Nanego Lira - Imagem Google; Mário Teixeira - Foto TV Globo/João Miguel Jr; Susy Lopes - Foto Nossa Fala; Thardelly Lima - Imagem Google. 

quinta-feira, 12 de janeiro de 2023

CONVERSAS DE CINE ÉDEN. O Privado período sem ver filmes no Éden

por Cleudimar Ferreira


Naquela tarde-noite de sábado, mesmo com a chegada da penumbra, ainda dava para ver nas águas turvas do Açude Grande, as últimas cores do por do sol, caprichosamente espelhada nos assentos dos bancos da Praça João Pessoa. Para quem gostava de gastar pacientemente as poucas horas que ainda havia do crepúsculo, esperando a noite chegar com a única sessão do Cine Éden, o cintilante sol nos acentos da Praça, principalmente os que ficavam frente-a-frente com a fachada da principal sala de exibição da cidade, percebia logo adiante na antessala do cinema, bem na entrada, expostos aos olhos dos que queriam ver e dos que não; os estampados cartazes das melhores películas que a programação do Éden podia oferecer para aquele mês: Viva Django! Love Story, Os Canhões de Navarone eram os destaques e as estrelas anunciadas.

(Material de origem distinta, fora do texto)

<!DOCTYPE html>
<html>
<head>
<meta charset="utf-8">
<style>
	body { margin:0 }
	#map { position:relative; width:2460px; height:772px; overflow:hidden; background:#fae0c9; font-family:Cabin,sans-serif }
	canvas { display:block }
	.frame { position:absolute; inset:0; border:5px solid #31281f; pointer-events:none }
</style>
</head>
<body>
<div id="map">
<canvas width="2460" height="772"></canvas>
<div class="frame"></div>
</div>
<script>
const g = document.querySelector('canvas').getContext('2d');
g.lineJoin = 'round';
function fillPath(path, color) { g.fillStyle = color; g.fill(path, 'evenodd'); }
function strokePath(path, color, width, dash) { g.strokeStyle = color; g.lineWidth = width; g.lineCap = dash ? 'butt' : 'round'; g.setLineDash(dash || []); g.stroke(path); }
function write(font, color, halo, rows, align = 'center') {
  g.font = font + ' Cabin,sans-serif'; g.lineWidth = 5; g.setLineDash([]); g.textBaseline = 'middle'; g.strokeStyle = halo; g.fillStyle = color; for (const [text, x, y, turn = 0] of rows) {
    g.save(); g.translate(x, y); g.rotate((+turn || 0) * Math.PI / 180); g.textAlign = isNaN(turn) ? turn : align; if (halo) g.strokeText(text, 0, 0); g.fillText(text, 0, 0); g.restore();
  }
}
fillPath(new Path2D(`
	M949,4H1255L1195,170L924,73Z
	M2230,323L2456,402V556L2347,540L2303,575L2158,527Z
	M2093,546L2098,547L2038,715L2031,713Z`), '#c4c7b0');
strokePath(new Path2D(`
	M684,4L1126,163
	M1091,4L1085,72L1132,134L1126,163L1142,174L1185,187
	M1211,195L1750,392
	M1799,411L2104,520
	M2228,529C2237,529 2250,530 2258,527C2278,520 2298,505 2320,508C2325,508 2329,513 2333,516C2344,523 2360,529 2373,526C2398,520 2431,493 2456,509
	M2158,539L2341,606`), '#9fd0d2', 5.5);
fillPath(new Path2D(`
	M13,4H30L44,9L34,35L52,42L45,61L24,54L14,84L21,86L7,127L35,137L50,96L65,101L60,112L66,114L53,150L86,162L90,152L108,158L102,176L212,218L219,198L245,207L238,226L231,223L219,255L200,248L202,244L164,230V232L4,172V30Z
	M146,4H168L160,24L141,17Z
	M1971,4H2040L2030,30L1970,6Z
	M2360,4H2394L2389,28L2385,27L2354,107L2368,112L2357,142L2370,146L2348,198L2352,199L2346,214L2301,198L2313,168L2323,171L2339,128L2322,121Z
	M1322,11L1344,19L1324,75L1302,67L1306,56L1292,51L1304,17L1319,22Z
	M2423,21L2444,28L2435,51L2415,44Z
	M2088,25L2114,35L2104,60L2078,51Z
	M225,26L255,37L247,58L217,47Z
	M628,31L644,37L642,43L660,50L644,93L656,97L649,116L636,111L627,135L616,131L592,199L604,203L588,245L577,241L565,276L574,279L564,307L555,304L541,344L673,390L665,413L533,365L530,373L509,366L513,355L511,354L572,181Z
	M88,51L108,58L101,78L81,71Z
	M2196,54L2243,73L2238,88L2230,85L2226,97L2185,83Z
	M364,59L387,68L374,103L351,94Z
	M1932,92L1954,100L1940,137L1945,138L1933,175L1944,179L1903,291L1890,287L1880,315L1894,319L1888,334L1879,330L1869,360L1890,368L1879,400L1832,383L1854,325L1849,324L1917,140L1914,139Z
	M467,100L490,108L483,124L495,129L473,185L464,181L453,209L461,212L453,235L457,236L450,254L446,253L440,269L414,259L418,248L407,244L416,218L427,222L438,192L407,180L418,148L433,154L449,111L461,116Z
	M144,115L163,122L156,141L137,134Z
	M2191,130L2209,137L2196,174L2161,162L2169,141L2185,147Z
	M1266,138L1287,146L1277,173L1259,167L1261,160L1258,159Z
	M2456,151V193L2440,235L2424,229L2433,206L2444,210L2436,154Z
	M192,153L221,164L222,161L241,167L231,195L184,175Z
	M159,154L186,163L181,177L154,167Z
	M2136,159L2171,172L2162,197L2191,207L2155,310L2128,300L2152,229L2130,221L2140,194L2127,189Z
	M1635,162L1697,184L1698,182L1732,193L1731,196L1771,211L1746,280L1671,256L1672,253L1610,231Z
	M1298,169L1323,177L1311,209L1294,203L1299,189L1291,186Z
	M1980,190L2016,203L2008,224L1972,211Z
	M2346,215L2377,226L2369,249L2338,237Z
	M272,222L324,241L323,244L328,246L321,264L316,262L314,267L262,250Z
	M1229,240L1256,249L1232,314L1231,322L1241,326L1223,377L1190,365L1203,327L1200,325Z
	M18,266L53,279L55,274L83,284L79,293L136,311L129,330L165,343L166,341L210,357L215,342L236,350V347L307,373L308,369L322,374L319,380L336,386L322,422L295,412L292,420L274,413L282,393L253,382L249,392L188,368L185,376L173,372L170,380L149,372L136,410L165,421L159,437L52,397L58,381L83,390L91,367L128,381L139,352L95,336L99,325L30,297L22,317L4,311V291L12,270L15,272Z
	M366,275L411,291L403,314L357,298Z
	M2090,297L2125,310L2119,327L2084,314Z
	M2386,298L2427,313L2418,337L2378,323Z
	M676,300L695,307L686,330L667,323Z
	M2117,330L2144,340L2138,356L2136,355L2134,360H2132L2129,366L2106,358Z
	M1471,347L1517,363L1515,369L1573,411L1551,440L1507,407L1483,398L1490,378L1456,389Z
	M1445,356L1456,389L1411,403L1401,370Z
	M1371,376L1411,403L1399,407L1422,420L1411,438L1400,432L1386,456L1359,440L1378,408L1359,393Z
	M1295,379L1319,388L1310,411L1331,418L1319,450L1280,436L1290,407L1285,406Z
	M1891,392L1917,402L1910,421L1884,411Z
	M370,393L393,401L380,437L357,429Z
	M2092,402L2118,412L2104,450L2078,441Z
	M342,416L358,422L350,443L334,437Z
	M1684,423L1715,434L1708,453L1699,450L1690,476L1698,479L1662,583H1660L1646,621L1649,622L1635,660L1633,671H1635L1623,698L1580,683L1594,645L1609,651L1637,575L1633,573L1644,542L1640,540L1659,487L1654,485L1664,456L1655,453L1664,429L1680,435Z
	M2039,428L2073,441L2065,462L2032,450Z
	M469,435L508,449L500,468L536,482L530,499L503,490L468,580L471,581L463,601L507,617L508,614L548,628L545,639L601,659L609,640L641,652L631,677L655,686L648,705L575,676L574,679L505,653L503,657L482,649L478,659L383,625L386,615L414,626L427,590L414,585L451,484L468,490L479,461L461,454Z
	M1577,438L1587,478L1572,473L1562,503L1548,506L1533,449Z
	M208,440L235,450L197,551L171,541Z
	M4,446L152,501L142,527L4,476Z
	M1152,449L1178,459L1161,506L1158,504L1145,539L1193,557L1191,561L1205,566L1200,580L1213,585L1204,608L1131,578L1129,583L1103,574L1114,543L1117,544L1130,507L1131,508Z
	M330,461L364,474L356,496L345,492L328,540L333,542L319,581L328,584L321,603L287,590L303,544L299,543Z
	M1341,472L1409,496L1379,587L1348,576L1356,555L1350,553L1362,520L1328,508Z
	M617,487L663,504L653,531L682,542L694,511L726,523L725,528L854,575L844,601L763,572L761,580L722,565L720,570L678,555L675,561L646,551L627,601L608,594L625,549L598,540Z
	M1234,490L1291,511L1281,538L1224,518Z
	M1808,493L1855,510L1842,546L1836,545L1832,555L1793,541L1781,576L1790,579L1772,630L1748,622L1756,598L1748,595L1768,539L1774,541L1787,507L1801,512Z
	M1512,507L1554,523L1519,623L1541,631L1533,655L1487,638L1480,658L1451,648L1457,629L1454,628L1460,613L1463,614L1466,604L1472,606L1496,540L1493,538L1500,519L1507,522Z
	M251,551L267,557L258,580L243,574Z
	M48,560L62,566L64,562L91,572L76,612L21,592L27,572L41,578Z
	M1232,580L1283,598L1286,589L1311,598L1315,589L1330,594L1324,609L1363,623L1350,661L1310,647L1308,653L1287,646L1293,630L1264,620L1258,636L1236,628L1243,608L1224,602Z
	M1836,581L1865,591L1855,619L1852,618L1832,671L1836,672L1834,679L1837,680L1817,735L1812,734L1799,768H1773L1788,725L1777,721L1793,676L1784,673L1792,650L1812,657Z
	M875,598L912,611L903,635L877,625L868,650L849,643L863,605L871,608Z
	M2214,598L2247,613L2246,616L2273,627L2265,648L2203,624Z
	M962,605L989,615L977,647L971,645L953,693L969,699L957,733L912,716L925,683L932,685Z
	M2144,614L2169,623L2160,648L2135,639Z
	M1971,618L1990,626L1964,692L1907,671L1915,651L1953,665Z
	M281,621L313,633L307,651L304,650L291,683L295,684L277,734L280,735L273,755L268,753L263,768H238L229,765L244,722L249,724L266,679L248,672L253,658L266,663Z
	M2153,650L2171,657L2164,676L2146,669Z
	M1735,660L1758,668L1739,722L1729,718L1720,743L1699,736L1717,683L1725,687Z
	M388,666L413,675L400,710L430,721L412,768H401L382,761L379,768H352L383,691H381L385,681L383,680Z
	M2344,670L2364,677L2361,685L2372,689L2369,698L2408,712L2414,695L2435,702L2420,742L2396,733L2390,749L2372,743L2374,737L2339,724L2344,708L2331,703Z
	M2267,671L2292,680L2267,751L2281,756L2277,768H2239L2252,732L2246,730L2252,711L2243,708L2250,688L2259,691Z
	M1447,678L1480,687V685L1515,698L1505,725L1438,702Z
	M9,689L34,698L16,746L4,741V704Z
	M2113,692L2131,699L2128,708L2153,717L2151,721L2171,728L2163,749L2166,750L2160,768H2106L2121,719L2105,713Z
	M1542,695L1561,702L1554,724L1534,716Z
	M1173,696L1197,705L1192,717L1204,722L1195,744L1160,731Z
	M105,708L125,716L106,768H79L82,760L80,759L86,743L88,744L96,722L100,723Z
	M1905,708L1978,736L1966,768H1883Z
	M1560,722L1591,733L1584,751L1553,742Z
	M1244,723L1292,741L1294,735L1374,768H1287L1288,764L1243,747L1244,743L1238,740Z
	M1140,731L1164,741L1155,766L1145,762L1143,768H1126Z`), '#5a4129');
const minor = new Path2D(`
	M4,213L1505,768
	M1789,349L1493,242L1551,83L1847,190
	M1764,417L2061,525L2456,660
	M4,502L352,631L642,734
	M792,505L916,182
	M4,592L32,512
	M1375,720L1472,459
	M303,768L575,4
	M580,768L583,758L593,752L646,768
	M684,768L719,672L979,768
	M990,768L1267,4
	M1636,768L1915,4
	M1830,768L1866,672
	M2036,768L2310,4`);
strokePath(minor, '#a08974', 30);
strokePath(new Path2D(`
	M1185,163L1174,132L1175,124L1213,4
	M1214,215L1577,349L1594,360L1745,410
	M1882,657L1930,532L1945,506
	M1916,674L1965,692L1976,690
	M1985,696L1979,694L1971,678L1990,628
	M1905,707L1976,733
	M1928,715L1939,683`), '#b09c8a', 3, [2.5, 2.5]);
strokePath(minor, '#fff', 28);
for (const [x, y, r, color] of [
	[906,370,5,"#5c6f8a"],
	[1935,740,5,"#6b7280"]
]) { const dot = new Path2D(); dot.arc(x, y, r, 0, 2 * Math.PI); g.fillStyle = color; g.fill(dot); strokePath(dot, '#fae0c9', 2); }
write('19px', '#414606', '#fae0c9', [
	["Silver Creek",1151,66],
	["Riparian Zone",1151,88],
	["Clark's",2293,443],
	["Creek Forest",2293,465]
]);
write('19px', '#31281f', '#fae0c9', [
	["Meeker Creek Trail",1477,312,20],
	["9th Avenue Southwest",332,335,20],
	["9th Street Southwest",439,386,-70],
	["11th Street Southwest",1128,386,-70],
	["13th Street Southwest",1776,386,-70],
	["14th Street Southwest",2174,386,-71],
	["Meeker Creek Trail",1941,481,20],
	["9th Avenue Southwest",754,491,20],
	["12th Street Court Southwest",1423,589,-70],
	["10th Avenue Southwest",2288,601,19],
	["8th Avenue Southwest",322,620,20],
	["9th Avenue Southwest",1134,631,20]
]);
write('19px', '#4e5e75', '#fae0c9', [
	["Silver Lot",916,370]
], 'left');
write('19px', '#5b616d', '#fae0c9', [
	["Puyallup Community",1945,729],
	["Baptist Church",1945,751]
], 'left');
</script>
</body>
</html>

Daciflay, não era bem um personagem de um enredo ficcional. Era quase real mesmo! Embora suas virtudes fossem surreais para a vida que ele levava. Ou seja, conduzia sem diferenças uma vida de classe media bem sucedida para os padrões das famílias sertanejas dos anos setenta. Eu pelo menos, dos filmes que assisti naquele que foi o tradicional cinema de Cajazeiras, não lembro ter visto um personagem com esse nome. A não ser o parecido George Mcfly da trilogia ‘De Volta Para o Futuro’, dirigida por Robert Zemeckis. Falavam as línguas em sintonia com os olhos bisbilhoteiros das cajazeiras daquele tempo, que o pai era um sucedido agropecuarista e político em Saint Helen, no noroeste paraibano, fronteira com o Estado do Ceará.

Carregando naturalmente um trejeito que muito lembrava o comediante Jerry Lewis, Daciflay não demonstrava apego a sua condição social, nem tampouco a alguma virtude que parecesse ter. Pois entre todos que comungava da sua amizade, ser versátil, engenhoso e articulista, erámos todos nós - confusos projetos de adolescentes com adultos, que parecia que não sair dessa fase nunca. Por isso, tanto ele como todos os garotos de sua época, na pura inocência da vida, achava que um desviozinho de conduta juvenil, não seria motivos de punição perante as regras e os costumes das famílias da época. Sendo assim, os atos que praticávamos, não passava de uma traquinagem um tanto quanto inocente.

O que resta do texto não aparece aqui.